··· DATA EXCERPTS ···

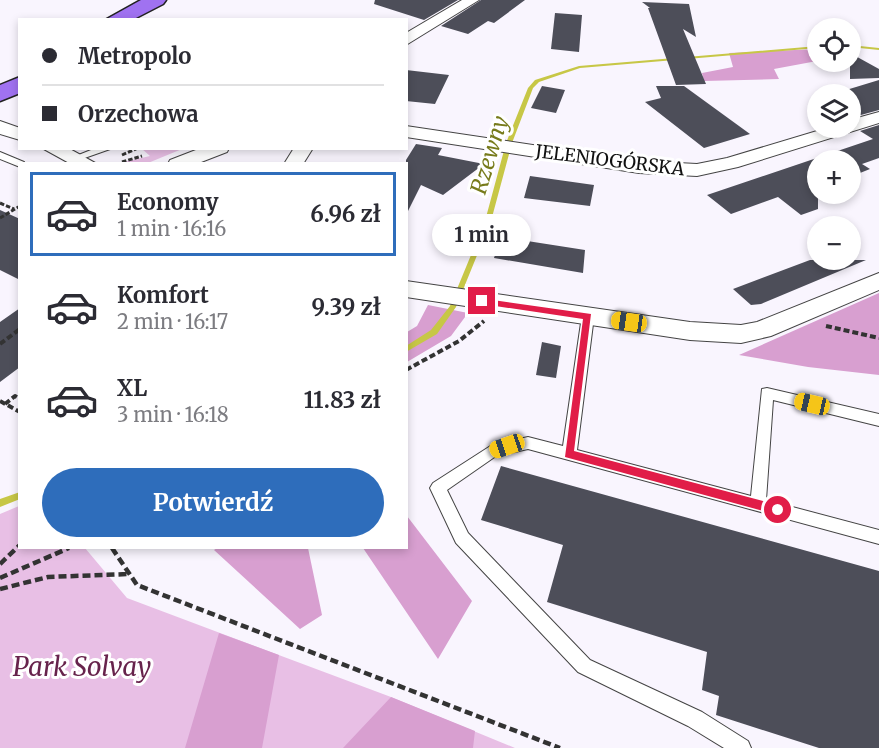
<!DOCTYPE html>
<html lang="pl">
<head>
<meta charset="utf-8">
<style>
	:root { --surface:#fff; --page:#f2f2f3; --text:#2b2b33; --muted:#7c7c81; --line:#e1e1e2; --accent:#2e6dbb }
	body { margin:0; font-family:Merriweather,serif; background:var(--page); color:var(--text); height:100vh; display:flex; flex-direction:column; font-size:22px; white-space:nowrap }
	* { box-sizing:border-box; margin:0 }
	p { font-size:20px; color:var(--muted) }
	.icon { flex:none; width:33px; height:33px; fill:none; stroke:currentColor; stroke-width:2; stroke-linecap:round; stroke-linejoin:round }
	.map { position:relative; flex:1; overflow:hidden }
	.sheet { position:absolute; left:18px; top:162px; width:390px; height:387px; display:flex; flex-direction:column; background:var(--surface); border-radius:0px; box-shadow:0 3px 9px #0003 }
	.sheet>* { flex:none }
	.hud { position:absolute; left:18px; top:18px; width:390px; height:132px; border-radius:0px; box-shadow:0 3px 9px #0003; display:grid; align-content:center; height:132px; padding:0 24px; background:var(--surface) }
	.controls { position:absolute; left:807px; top:18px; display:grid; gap:12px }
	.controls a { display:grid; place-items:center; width:54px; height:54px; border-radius:50%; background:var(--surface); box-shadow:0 3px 9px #0003; font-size:30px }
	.end { position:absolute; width:27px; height:27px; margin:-14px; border:8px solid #e11d48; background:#fff; box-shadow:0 0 0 3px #fff }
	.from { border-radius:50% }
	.bubble { position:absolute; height:42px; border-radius:21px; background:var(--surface); box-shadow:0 3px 9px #0003; font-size:20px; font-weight:700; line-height:42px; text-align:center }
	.car { position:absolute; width:18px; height:36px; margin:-18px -9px; border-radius:8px; box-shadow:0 0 4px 2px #0007; background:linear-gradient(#f5c518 24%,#345 0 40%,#f5c518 0 76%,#345 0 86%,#f5c518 0) }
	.hud b { display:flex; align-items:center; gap:21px; height:57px; font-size:22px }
	.hud b+b { border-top:2px solid var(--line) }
	.hud i { width:15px; height:15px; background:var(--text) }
	ul { padding:10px 0 0; list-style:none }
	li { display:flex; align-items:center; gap:18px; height:84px; margin:0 12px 9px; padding:0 12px; border:3px solid transparent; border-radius:0px }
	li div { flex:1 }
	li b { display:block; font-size:22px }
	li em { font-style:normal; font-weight:700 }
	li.active { border-color:var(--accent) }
	li>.icon { width:54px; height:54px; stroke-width:1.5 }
	.action { display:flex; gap:12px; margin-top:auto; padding:12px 24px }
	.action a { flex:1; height:69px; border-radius:36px; background:var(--accent); color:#fff; font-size:24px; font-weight:700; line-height:69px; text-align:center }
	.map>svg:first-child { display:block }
</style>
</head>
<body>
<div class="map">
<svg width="879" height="748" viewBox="0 0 879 748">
	<rect width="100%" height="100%" fill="#f9f5fe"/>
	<!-- green -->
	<path fill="#e8bfe5" d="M142,149V148L182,149L148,163L124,162L150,156Z
		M19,506L20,548H85L127,598L391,697L515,748H0V514Z"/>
	<!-- forest -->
	<path fill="#d89fd0" d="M817,49V61L774,69L779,79L704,81L702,73L733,67L729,53Z
		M879,293V375L808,367L739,355Z
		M428,305L468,313L451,336L407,362V332L417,326Z
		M407,516L472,601L438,659L363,548H406Z
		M217,548H308L322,615L300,629L214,550Z
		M219,633L279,655L262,748H185Z
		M391,697L475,731L473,748H343Z"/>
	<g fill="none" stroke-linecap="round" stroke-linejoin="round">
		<!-- stream -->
		<path fill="#c7c746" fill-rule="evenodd" d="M850,45L879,48V50L850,47Z
			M818,46V48L580,68L539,82L533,88L512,143L491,221L456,307L437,334L406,352V346L431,330L450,306L485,221L506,143L528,88L535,80L579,66Z
			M20,492V499L0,507V499Z"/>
	</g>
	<!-- building -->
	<path fill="#4d4e59" d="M375,0H458L424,20L374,4Z
		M481,0H525L494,23L488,21L468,34L441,26Z
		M642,2L689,4L696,37L683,29L706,84L676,85L648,8H650Z
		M555,13L582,15L579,52L551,49Z
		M850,53L879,69V78L850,79Z
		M406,70L449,75L435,104L406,101Z
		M879,80V110L850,118V94H833Z
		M542,86L565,90L556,113L531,108Z
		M656,86H684L750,134L704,148L645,102L661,98Z
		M879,125V158L862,164L870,169L850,177V160H818V209L801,215L778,197L731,214L707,195L873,139L860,131Z
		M416,144L442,148L438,155L484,164L443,195L421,185L406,215V160Z
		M530,176L594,185L590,206L524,198Z
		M0,210L20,219V280L0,270Z
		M501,237L585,250L583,273L494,258Z
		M810,260H866L761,304L751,305L733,289Z
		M20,308V367L0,382V322Z
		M542,342L561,346L556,378L536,375Z
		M501,466L879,571V748H819L716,715L719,696L702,690L707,652L547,602L563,545L481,520Z"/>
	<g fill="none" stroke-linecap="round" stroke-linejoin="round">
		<defs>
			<path id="lane" d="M96,148H113L76,161L71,158Z
				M0,152L24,162L25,164H20V167L0,159Z
				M588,312L594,316L577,450L751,496L762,389L767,388L879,414V426L773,400L766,500L879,530V544L528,449L496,456L447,490L468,533L590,660L702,712L748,741L751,748H724L688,726L578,672L456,543L430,488L433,483L492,445L528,437L563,446L582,316Z"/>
			<path id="street" d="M462,0H479L406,45V33Z
				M879,112V123L738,167L697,176L639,173L406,137V126L639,161L697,164L727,158L827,128H850V120Z
				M0,121L20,128V140L0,134Z
				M42,148H68L97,164H71Z
				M201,148H229L227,152L196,164H168L170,160Z
				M294,148H313L303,164H284Z
				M879,273V290L771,336L741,343L690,340L406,297V281L690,322L741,325L757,322Z"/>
			<path id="primary" d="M141,0H166L163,4L132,20H105Z
				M20,77V93L0,101V85Z"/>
		</defs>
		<!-- lane casing -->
		<use href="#lane" stroke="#444" stroke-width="2"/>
		<!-- street casing -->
		<use href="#street" stroke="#444" stroke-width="2"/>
		<!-- primary casing -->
		<use href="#primary" stroke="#222" stroke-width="3"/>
		<!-- path-far2 -->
		<path stroke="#333" stroke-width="3" stroke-dasharray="4.5 2" stroke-linecap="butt" d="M122,155L138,148
			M122,162L142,156
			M0,203L14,209
			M0,218L20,206"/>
		<!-- path-far1 -->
		<path stroke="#333" stroke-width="4" stroke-dasharray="6 3" stroke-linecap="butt" d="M826,326L879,338
			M0,344L20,329
			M406,370L459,341L484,321
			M0,401L20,412
			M5,404L15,396L20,399"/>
		<!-- path -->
		<path stroke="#333" stroke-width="4.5" stroke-dasharray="8 4" stroke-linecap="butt" d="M112,548L137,585L560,748
			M0,564L20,545
			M0,578L69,548
			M0,589L48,577L129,574"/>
		<!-- lane -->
		<use href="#lane" fill="#fff" fill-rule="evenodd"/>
		<!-- street -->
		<use href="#street" fill="#fff" fill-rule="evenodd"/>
		<!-- primary -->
		<use href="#primary" fill="#a072f1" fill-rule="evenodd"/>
	</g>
	<!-- route -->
	<path fill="#e11d48" d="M479,298L591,314L574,451L778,505L784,510L782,513L778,515L565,457L583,319L482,304L479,303Z"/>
	<g text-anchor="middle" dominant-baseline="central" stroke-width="6" stroke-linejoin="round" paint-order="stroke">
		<!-- far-street labels -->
		<g font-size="18" fill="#111" stroke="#fff">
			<text transform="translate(610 160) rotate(7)">JELENIOGÓRSKA</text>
		</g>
		<!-- water labels -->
		<g font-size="22" font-style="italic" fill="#777b1b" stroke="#fff">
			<text transform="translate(489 155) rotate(-73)">Rzewny</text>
		</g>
		<!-- near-park labels -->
		<g font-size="26" font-style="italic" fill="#67234c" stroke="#fff">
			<text x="82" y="666">Park Solvay</text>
		</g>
	</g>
</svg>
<div class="controls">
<a><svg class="icon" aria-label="locate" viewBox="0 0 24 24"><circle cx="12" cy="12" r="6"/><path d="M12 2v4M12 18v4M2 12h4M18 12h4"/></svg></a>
<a><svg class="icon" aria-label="layers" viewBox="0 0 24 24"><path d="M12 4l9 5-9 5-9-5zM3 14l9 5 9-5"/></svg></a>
<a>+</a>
<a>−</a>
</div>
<i class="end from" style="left:778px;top:510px"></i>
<i class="end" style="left:482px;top:301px"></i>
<div class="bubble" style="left:432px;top:214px;width:99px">1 min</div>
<i class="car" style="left:629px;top:322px;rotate:278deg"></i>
<i class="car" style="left:812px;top:404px;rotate:283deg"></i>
<i class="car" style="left:507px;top:446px;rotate:251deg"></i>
<div class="hud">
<b><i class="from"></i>Metropolo</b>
<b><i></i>Orzechowa</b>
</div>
<section class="sheet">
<ul>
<li class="active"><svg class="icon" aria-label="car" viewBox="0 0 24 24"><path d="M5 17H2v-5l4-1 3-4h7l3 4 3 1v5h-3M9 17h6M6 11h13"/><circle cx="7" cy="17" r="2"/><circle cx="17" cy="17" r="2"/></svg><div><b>Economy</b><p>1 min · 16:16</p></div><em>6.96 zł</em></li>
<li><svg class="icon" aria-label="car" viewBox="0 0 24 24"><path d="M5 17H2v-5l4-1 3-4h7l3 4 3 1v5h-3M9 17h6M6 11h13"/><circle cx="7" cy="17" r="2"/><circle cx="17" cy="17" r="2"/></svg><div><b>Komfort</b><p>2 min · 16:17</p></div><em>9.39 zł</em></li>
<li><svg class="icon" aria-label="car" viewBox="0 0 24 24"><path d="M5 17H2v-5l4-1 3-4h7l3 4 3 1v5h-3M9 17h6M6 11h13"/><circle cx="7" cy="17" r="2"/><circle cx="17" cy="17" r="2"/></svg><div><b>XL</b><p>3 min · 16:18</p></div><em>11.83 zł</em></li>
</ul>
<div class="action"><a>Potwierdź</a></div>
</section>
</div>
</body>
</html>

···

EXERCISE DESCRIPTION:
Of the entries listed above, reproduce only the lines starting at the line containing "M0,210L20,219V280L0,270Z" and ending at the line containing "M0,152L24,162L25,164H20V167L0,159Z". Include both, exactly as they stand.

FINISHED EXERCISE:
		M0,210L20,219V280L0,270Z
		M501,237L585,250L583,273L494,258Z
		M810,260H866L761,304L751,305L733,289Z
		M20,308V367L0,382V322Z
		M542,342L561,346L556,378L536,375Z
		M501,466L879,571V748H819L716,715L719,696L702,690L707,652L547,602L563,545L481,520Z"/>
	<g fill="none" stroke-linecap="round" stroke-linejoin="round">
		<defs>
			<path id="lane" d="M96,148H113L76,161L71,158Z
				M0,152L24,162L25,164H20V167L0,159Z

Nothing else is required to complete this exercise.